Problem statement.
Take the listing below and print exactly the lines starting at the line containing "inset:0; background:#b7c3d0; transform-origin:0" and ending at the line containing "filter:drop-shadow(0 0 2px", both ends included, and no others.

>>>

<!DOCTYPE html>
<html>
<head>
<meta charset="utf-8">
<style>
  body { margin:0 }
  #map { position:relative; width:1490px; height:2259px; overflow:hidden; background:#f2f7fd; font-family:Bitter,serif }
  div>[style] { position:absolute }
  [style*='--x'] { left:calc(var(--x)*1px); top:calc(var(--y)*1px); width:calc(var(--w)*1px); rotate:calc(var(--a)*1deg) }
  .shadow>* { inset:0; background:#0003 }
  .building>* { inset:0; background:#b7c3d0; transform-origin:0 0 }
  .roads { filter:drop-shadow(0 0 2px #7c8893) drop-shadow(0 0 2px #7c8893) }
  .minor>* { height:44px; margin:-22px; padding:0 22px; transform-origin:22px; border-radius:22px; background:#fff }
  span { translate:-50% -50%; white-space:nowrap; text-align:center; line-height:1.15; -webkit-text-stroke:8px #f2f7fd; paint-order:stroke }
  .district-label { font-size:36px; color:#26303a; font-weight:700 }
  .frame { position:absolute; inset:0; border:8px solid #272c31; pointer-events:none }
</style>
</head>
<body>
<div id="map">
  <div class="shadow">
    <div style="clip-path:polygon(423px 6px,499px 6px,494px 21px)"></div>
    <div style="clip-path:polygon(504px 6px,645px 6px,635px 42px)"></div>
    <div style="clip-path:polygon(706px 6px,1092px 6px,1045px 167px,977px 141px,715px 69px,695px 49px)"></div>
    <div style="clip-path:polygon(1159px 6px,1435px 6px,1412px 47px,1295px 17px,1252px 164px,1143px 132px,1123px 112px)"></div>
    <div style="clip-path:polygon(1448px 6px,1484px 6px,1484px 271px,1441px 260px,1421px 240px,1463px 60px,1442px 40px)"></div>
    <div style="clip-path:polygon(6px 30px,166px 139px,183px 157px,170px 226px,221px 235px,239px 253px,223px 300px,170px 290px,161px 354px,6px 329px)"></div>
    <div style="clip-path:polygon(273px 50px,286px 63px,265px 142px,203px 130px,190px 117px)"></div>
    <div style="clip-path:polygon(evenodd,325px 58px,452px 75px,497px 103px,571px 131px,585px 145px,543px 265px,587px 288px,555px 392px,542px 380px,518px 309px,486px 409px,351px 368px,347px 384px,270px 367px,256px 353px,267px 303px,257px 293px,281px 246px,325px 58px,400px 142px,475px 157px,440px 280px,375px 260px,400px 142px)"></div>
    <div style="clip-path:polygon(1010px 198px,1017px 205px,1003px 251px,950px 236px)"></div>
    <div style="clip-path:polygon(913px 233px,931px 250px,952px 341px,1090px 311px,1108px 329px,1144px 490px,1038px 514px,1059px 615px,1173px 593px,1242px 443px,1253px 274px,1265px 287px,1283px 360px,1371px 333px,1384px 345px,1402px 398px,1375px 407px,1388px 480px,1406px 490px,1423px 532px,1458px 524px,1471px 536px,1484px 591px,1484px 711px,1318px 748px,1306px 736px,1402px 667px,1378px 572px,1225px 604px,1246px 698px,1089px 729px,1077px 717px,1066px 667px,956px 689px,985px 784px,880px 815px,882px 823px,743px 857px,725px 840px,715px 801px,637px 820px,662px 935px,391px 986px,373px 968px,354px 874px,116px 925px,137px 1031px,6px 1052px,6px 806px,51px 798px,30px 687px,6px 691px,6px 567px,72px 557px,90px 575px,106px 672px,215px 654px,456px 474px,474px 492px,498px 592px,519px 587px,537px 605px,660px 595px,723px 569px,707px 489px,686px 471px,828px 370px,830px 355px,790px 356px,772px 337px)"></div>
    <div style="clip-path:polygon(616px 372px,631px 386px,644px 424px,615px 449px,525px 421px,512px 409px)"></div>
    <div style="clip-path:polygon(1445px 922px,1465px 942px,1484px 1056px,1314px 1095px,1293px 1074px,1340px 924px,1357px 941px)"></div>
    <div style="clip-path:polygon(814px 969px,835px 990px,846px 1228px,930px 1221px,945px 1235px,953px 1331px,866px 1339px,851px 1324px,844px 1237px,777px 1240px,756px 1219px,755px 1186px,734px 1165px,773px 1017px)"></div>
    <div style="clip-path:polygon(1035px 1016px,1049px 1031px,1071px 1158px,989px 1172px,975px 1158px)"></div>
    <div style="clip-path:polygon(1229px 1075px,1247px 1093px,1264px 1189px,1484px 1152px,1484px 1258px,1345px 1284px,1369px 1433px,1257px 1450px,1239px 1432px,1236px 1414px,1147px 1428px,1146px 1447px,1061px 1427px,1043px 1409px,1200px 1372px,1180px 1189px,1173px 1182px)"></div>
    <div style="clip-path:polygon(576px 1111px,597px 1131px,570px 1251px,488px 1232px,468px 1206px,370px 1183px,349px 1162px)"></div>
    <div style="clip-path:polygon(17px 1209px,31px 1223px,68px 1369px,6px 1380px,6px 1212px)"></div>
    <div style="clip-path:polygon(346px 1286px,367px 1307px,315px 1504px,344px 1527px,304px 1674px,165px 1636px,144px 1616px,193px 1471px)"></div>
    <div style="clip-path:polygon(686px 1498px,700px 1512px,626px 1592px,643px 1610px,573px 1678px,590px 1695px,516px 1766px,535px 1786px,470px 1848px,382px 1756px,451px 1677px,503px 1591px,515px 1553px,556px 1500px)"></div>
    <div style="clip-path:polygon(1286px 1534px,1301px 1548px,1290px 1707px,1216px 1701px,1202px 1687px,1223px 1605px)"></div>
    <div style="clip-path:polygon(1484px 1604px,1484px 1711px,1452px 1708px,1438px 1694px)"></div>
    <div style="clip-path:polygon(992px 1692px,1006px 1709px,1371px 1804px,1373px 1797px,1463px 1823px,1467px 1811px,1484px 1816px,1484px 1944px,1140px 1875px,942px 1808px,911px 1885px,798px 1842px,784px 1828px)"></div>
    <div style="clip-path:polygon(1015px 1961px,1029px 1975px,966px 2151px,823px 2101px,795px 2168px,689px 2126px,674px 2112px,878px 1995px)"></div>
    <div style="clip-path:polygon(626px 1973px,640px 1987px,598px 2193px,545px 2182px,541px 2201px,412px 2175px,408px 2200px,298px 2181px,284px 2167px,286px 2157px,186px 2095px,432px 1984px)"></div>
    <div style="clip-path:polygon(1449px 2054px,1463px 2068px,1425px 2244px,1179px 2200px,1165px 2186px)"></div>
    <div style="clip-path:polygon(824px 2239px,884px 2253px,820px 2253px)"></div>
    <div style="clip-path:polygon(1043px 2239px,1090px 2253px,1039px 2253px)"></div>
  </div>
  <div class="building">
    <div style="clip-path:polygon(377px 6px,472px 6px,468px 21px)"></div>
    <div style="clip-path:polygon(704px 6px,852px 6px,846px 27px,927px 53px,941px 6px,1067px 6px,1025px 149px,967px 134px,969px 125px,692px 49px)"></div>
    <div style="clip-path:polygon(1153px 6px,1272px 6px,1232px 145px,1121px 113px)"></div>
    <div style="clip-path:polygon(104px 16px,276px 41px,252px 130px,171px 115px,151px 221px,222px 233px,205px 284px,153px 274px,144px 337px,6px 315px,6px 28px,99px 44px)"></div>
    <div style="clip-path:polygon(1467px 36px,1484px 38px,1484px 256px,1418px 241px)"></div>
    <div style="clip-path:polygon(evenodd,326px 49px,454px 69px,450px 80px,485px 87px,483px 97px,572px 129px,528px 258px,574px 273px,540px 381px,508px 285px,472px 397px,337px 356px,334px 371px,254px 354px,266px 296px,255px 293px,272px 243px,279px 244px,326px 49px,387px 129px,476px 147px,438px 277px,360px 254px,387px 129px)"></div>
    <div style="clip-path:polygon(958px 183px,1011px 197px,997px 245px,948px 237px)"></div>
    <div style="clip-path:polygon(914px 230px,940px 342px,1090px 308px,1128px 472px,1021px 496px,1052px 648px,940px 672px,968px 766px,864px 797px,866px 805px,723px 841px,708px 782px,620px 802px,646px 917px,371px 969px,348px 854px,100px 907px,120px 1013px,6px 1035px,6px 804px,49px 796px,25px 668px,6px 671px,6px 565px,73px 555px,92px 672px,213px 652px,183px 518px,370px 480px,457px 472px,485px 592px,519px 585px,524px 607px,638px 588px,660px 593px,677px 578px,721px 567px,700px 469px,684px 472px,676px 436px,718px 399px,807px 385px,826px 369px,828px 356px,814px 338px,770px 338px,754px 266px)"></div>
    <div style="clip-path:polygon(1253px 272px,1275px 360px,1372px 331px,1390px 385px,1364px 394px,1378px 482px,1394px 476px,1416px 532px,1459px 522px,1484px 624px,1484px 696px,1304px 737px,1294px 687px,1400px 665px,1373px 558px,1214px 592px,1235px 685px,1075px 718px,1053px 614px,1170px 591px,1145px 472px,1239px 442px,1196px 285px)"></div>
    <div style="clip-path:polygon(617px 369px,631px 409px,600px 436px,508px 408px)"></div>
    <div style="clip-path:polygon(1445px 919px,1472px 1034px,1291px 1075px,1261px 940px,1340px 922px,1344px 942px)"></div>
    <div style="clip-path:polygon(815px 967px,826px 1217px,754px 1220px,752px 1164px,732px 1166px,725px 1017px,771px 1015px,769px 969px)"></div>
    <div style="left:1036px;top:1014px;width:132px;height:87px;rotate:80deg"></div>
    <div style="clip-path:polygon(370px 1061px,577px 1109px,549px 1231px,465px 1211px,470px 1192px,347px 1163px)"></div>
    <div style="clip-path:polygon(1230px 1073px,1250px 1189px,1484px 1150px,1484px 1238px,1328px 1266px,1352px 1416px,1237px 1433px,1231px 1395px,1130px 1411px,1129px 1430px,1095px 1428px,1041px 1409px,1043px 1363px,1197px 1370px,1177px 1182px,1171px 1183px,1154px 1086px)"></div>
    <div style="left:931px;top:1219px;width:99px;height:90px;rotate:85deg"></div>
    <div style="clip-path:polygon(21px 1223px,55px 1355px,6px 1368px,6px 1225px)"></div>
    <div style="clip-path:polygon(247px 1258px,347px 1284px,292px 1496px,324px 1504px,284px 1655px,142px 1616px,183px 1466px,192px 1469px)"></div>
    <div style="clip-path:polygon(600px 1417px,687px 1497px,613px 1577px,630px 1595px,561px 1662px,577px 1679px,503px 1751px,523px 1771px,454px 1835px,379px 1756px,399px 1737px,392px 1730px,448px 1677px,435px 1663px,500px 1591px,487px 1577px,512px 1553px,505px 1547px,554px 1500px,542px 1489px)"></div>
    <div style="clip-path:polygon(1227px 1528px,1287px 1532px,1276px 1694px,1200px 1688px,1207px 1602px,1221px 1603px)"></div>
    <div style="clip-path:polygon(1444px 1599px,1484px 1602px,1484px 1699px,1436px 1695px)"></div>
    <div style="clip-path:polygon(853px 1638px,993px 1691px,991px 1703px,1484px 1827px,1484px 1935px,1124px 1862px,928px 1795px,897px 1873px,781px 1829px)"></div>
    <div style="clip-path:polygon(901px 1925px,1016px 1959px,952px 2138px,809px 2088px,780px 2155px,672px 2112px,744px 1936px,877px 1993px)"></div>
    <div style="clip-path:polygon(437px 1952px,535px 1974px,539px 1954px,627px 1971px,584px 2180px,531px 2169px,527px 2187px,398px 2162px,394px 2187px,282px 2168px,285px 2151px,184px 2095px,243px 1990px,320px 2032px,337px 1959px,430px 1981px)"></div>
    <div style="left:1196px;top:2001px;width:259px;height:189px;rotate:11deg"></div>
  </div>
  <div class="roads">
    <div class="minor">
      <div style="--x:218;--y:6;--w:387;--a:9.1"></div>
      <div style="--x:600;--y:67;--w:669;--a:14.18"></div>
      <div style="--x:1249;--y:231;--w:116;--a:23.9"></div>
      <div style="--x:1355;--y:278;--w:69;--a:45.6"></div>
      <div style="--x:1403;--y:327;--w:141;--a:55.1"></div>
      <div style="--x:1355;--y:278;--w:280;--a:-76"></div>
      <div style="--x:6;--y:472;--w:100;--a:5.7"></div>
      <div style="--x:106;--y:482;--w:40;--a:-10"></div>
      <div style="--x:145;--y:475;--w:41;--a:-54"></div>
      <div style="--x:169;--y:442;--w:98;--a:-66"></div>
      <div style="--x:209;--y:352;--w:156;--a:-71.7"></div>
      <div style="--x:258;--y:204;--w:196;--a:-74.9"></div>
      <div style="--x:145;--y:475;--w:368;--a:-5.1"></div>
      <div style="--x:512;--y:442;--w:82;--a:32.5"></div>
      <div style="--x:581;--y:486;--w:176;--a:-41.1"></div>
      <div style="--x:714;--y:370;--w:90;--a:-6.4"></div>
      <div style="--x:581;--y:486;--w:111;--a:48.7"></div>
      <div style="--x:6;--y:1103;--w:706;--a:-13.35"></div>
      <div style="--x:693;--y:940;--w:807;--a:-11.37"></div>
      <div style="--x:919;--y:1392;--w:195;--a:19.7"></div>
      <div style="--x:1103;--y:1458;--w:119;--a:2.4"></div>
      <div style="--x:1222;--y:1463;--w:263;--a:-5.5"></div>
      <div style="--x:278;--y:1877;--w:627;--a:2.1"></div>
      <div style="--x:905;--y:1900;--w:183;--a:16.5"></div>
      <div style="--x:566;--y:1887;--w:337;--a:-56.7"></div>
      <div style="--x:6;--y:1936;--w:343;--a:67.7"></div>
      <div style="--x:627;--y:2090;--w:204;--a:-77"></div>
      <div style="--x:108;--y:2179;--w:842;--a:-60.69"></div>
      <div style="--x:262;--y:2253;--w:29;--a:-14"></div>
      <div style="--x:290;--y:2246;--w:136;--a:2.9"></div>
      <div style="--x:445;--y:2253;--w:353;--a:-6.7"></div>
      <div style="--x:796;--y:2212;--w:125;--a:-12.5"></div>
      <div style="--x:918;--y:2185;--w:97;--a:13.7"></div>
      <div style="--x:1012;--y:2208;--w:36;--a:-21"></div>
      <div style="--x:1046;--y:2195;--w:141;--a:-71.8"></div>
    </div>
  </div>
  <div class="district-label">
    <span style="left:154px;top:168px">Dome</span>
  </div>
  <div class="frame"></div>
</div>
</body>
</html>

<<<

Answer space.
  .building>* { inset:0; background:#b7c3d0; transform-origin:0 0 }
  .roads { filter:drop-shadow(0 0 2px #7c8893) drop-shadow(0 0 2px #7c8893) }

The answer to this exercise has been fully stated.